ABOUT THIS EXERCISE :: Look through the lines below and extract any with the word "nowrap".

DATA SUPPLIED ::

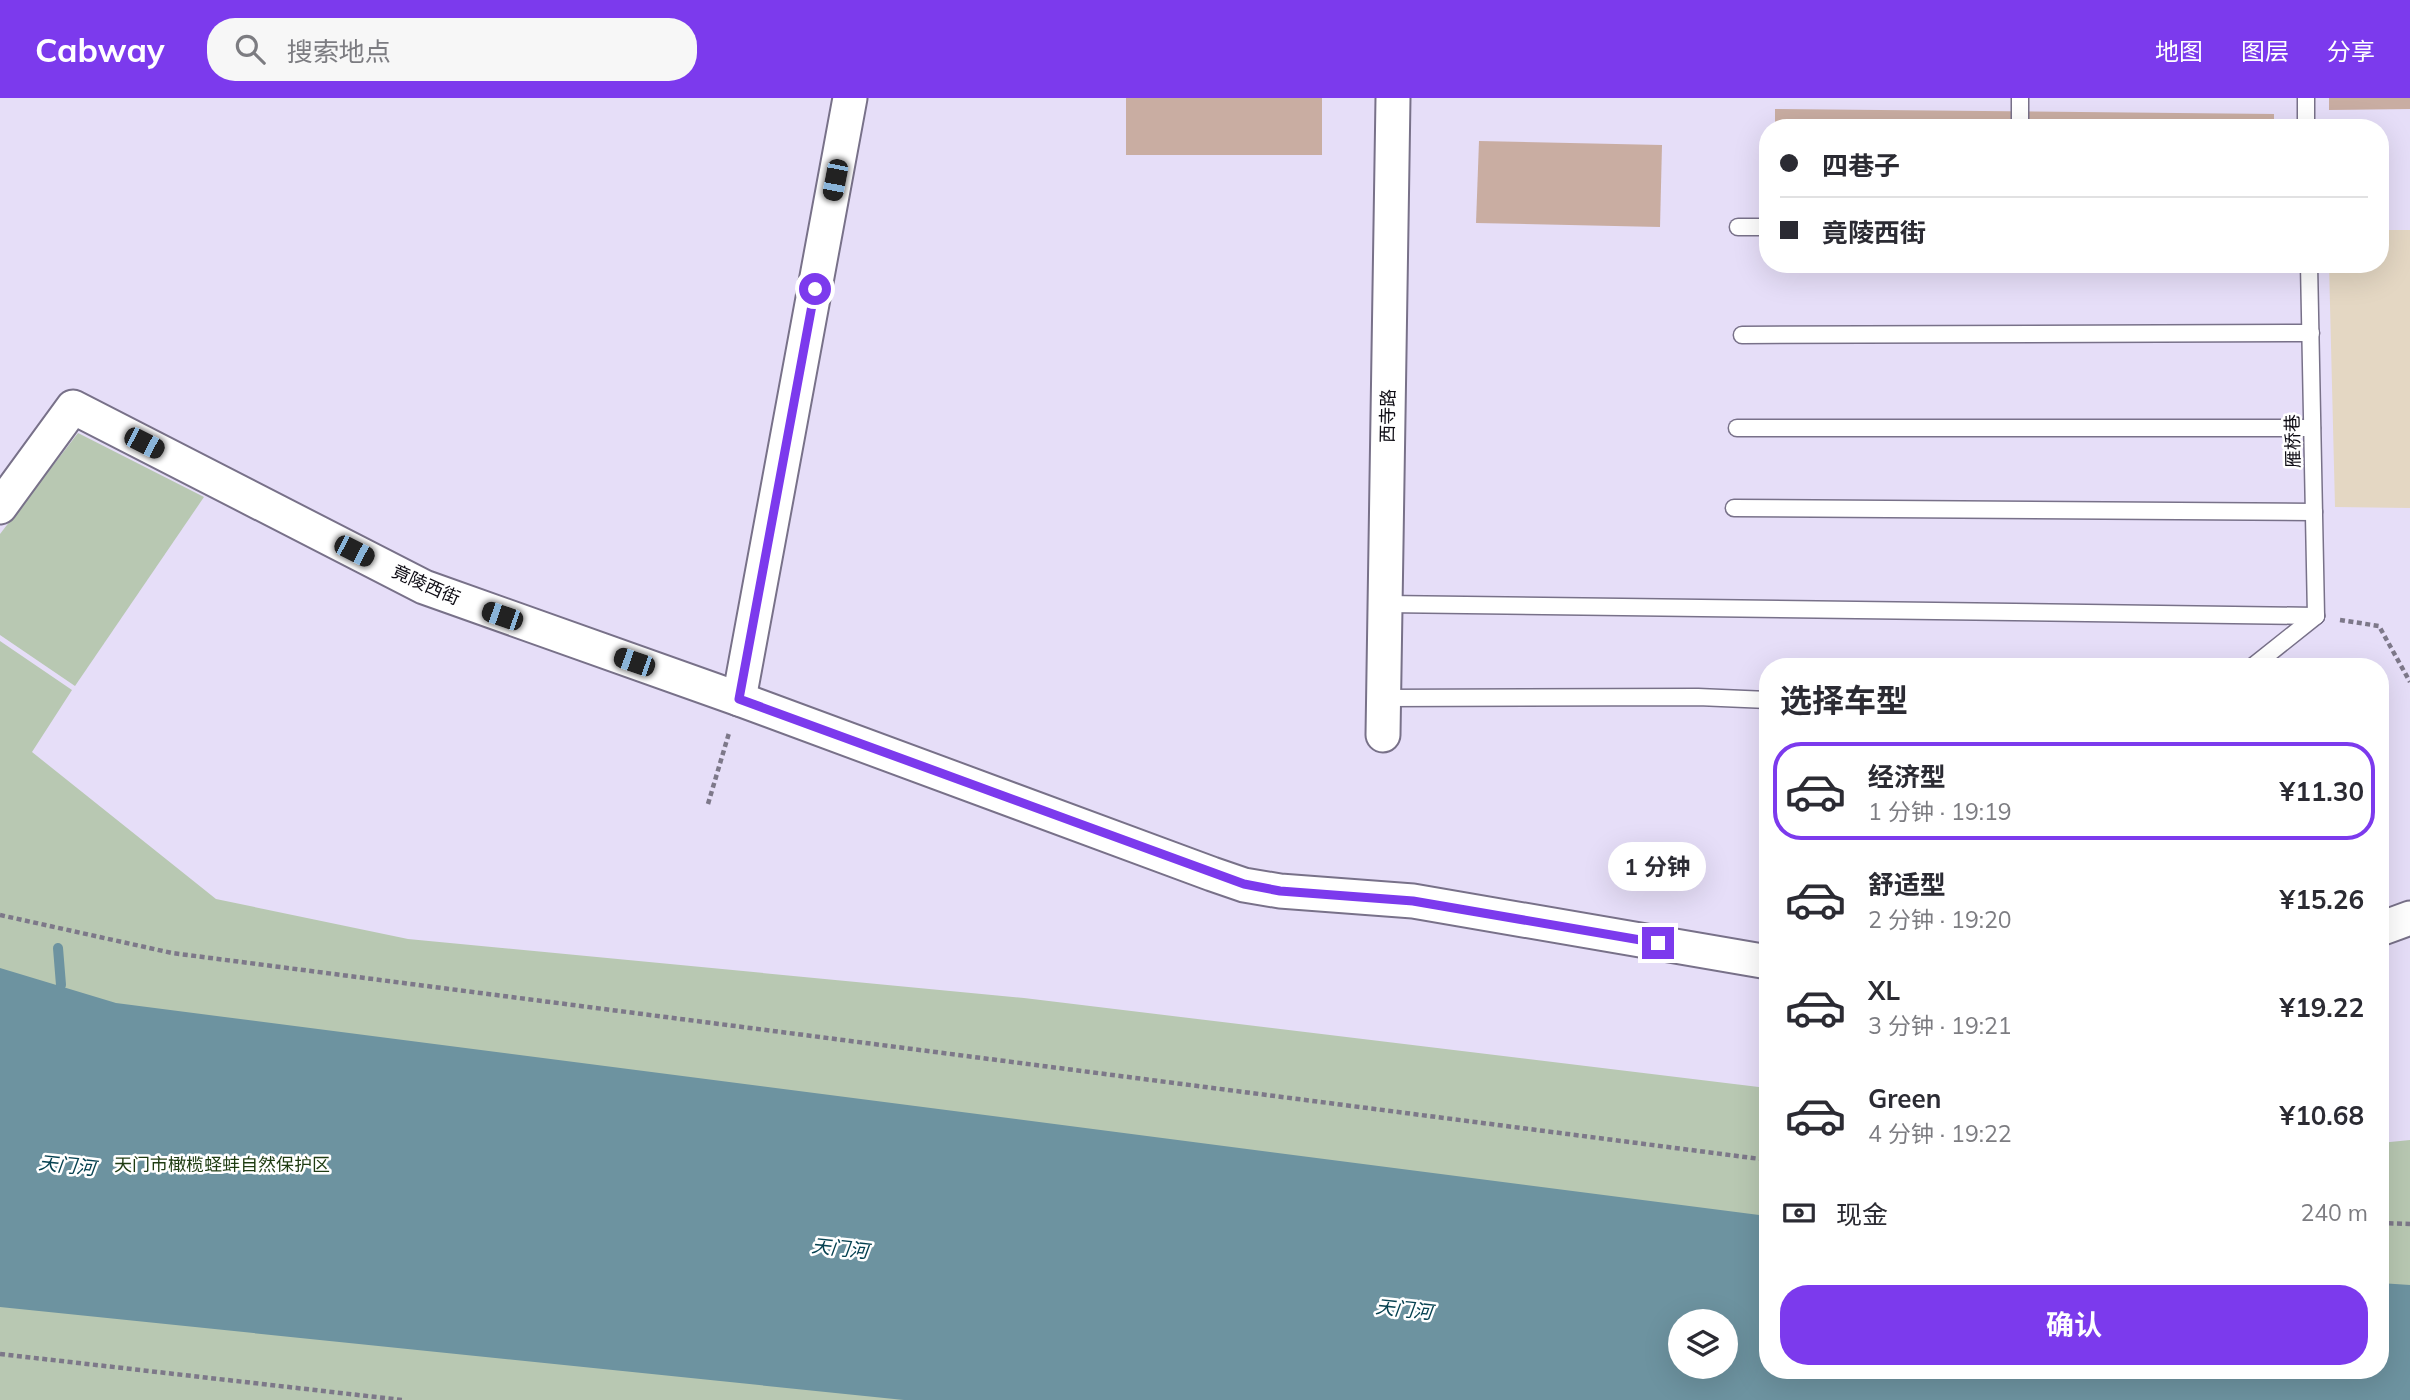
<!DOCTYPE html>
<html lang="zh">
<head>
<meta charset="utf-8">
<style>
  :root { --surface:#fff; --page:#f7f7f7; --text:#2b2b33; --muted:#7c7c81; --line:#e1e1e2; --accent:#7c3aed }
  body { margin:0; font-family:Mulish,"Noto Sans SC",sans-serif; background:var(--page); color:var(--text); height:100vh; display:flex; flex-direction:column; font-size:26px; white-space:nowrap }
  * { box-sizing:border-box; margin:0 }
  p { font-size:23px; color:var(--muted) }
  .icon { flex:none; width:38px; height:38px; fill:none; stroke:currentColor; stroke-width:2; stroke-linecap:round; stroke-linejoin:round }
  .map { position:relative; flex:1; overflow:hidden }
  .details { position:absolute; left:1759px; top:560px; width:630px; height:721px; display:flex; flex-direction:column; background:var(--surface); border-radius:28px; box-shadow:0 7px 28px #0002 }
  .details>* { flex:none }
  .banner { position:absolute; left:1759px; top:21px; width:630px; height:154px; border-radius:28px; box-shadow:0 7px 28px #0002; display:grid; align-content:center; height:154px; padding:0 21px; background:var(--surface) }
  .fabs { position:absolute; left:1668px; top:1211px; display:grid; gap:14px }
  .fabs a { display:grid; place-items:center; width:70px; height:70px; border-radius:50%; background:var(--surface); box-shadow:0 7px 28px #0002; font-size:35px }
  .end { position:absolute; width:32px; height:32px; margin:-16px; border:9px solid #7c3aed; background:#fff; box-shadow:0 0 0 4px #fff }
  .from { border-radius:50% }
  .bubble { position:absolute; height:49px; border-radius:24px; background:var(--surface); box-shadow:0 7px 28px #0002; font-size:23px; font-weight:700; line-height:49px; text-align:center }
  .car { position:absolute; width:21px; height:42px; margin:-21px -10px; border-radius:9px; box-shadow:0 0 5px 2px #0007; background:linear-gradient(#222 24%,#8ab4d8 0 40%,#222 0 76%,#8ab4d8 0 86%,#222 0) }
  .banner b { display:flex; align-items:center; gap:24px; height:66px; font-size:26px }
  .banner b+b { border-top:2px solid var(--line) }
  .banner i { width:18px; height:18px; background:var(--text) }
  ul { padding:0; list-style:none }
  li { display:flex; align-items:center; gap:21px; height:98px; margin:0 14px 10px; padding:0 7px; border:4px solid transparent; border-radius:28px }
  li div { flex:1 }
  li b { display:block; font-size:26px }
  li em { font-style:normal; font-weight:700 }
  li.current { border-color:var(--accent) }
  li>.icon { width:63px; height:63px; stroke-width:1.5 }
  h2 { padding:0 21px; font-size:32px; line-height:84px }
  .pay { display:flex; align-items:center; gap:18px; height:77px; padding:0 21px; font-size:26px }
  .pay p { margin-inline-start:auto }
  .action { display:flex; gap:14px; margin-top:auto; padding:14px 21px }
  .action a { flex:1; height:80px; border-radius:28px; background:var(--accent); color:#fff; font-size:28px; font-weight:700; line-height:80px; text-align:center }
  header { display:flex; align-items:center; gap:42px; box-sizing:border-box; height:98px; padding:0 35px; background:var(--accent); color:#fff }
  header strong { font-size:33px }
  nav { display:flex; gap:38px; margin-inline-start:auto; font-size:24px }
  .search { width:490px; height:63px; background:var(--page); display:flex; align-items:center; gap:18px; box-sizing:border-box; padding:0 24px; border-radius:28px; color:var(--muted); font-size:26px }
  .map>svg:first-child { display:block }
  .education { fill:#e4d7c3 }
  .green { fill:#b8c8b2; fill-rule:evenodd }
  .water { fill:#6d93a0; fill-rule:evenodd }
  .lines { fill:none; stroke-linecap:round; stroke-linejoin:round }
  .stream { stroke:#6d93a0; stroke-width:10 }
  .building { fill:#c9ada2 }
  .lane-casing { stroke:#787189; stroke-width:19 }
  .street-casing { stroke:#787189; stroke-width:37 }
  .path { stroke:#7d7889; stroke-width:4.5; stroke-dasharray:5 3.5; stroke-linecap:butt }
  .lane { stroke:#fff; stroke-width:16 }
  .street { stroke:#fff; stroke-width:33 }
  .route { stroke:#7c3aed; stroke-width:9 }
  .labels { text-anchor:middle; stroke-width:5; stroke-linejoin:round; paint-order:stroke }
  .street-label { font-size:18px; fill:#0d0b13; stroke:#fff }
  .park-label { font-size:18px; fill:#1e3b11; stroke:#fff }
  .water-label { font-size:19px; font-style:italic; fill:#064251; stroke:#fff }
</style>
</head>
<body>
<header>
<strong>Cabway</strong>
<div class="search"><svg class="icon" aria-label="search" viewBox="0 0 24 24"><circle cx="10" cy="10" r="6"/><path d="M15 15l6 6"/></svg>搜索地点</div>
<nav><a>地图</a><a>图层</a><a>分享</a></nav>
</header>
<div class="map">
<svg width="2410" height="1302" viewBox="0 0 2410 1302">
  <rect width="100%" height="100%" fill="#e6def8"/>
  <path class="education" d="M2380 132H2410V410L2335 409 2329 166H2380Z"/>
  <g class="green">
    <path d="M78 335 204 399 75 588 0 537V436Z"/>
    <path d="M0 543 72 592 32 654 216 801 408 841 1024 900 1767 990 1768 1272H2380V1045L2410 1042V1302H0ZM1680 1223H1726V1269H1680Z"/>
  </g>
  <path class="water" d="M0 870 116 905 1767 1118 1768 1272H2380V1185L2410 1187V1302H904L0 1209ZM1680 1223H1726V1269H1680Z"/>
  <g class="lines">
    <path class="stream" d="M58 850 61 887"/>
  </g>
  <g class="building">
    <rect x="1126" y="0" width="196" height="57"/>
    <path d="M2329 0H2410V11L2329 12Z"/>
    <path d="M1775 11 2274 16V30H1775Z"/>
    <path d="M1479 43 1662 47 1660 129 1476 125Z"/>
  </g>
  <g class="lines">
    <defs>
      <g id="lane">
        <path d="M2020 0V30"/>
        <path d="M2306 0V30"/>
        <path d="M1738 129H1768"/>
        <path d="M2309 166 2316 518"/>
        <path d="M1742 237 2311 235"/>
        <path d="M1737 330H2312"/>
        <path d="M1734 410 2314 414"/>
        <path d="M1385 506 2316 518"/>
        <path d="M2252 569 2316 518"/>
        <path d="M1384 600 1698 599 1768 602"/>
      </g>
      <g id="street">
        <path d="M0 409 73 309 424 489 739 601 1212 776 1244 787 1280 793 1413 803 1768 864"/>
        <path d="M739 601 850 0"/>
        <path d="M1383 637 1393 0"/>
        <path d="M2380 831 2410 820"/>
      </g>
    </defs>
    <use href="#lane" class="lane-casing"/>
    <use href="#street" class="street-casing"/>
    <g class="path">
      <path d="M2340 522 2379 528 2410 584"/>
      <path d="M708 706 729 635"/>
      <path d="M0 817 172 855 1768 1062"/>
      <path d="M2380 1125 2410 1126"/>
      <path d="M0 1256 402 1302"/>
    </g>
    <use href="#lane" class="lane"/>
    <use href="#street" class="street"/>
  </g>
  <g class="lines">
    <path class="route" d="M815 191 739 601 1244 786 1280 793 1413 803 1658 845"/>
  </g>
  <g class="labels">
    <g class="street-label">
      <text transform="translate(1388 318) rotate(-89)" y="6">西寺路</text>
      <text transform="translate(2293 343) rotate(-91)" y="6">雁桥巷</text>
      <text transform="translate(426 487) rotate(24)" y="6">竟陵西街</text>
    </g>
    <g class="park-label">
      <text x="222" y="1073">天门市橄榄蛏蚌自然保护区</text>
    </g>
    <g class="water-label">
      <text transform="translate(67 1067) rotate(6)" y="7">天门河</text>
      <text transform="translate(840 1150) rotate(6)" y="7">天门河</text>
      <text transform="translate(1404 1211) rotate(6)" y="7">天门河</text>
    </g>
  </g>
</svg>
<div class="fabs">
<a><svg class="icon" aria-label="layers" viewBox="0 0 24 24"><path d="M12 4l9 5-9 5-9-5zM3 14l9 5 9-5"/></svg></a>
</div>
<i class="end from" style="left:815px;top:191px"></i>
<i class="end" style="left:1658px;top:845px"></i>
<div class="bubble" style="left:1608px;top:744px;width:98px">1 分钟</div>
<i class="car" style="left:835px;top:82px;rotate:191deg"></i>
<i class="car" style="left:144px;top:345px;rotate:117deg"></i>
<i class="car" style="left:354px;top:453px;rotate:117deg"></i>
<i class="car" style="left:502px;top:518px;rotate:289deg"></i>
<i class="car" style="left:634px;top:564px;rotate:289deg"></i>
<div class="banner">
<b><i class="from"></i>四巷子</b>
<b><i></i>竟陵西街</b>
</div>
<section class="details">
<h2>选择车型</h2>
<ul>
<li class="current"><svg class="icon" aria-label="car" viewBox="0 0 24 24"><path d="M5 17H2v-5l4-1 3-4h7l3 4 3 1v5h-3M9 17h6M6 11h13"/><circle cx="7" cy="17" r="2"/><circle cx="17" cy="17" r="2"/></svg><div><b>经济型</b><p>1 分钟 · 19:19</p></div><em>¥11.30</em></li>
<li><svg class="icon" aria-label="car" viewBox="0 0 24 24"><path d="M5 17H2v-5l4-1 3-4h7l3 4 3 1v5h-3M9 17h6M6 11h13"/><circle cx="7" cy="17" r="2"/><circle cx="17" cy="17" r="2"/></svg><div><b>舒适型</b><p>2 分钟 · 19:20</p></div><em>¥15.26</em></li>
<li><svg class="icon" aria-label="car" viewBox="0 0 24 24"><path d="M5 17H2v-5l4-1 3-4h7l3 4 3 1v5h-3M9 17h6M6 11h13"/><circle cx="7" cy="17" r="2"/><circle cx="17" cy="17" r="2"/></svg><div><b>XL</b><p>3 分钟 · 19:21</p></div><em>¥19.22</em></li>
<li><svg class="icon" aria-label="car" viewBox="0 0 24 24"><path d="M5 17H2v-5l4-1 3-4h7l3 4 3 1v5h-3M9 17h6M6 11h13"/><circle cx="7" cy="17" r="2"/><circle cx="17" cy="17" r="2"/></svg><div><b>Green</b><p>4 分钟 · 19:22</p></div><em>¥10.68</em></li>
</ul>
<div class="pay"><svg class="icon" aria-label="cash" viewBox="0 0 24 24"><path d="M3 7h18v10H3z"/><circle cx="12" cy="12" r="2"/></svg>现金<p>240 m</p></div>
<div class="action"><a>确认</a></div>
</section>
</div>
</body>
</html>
* * *
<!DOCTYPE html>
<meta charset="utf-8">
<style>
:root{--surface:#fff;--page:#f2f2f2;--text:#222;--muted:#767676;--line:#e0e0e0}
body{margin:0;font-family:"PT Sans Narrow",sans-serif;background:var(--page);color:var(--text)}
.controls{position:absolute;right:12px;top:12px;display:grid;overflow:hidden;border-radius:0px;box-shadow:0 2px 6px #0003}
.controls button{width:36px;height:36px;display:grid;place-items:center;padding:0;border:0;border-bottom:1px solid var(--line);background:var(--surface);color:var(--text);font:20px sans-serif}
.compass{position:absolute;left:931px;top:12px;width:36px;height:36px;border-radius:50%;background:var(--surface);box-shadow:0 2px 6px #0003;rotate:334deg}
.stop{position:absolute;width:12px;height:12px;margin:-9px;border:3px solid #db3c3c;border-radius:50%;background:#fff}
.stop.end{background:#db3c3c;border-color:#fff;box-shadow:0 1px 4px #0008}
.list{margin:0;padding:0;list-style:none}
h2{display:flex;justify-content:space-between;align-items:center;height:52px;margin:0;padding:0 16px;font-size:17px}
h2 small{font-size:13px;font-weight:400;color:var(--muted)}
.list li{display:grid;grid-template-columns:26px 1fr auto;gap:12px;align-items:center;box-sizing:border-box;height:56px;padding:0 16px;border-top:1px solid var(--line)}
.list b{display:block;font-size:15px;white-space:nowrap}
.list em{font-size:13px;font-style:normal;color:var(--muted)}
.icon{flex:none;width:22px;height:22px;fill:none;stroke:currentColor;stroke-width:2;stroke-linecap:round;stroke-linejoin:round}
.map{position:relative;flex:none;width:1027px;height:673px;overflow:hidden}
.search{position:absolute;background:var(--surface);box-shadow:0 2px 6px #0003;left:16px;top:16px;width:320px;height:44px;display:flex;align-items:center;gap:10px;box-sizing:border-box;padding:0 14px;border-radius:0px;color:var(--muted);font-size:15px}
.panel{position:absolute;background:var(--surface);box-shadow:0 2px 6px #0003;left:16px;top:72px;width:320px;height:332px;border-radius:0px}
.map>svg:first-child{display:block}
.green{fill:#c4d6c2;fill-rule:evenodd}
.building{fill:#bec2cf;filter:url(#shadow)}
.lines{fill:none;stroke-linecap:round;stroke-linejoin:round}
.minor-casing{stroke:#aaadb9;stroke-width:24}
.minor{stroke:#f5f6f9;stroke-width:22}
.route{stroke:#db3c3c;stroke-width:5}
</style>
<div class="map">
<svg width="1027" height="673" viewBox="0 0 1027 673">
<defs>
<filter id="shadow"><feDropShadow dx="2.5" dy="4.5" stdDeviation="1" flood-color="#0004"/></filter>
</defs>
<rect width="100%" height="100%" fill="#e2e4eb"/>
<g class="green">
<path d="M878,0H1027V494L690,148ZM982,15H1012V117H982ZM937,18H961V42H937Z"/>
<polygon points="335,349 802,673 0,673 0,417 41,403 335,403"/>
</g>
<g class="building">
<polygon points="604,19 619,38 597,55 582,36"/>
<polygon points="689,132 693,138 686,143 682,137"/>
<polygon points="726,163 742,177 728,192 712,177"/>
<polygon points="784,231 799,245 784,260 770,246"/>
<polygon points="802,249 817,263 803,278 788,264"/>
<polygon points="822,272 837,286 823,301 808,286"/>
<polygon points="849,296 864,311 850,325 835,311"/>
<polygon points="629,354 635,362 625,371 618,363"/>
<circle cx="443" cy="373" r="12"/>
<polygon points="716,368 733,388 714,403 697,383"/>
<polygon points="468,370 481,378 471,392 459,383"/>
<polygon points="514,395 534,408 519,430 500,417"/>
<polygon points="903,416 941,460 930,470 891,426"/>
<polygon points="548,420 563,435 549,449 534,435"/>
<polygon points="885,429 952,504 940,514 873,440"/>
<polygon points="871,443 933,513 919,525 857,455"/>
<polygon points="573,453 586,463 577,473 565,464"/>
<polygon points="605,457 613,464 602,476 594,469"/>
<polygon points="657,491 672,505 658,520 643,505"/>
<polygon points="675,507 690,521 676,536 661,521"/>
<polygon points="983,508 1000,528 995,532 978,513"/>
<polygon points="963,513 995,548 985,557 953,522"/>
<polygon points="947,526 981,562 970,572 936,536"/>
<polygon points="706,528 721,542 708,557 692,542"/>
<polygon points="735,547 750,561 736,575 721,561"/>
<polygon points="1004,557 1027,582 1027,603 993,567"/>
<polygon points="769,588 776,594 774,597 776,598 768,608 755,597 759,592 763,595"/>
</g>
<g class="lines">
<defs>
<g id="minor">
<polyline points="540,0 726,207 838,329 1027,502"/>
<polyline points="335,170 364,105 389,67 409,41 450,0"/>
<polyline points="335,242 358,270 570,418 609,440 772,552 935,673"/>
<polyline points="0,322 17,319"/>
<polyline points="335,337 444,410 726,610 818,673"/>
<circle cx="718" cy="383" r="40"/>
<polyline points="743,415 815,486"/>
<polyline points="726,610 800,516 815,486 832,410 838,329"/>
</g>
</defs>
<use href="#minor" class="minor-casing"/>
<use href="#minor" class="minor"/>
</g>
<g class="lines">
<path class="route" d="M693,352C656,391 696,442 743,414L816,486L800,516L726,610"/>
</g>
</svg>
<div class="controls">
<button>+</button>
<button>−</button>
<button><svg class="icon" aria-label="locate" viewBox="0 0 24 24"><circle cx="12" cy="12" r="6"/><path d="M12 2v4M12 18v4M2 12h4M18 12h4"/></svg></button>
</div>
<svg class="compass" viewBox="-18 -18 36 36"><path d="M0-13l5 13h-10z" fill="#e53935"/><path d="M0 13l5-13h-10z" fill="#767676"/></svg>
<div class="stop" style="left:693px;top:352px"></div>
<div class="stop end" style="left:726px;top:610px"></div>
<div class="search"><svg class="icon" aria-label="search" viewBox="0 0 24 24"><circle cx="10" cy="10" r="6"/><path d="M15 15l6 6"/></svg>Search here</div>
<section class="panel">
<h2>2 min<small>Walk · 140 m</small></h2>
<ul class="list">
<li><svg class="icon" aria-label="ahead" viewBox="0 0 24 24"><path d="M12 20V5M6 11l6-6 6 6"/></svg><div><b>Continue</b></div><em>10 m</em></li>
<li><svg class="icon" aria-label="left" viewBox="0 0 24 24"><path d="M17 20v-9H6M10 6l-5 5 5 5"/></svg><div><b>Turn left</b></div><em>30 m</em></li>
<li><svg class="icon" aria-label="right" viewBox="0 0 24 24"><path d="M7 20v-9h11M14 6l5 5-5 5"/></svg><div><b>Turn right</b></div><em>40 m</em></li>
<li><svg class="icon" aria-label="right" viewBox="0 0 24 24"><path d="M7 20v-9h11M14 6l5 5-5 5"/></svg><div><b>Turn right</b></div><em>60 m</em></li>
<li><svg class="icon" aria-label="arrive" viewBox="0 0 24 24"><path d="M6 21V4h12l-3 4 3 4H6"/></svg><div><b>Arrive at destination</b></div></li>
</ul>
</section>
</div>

RESULT OF THE EXERCISE ::
  body { margin:0; font-family:Mulish,"Noto Sans SC",sans-serif; background:var(--page); color:var(--text); height:100vh; display:flex; flex-direction:column; font-size:26px; white-space:nowrap }
.list b{display:block;font-size:15px;white-space:nowrap}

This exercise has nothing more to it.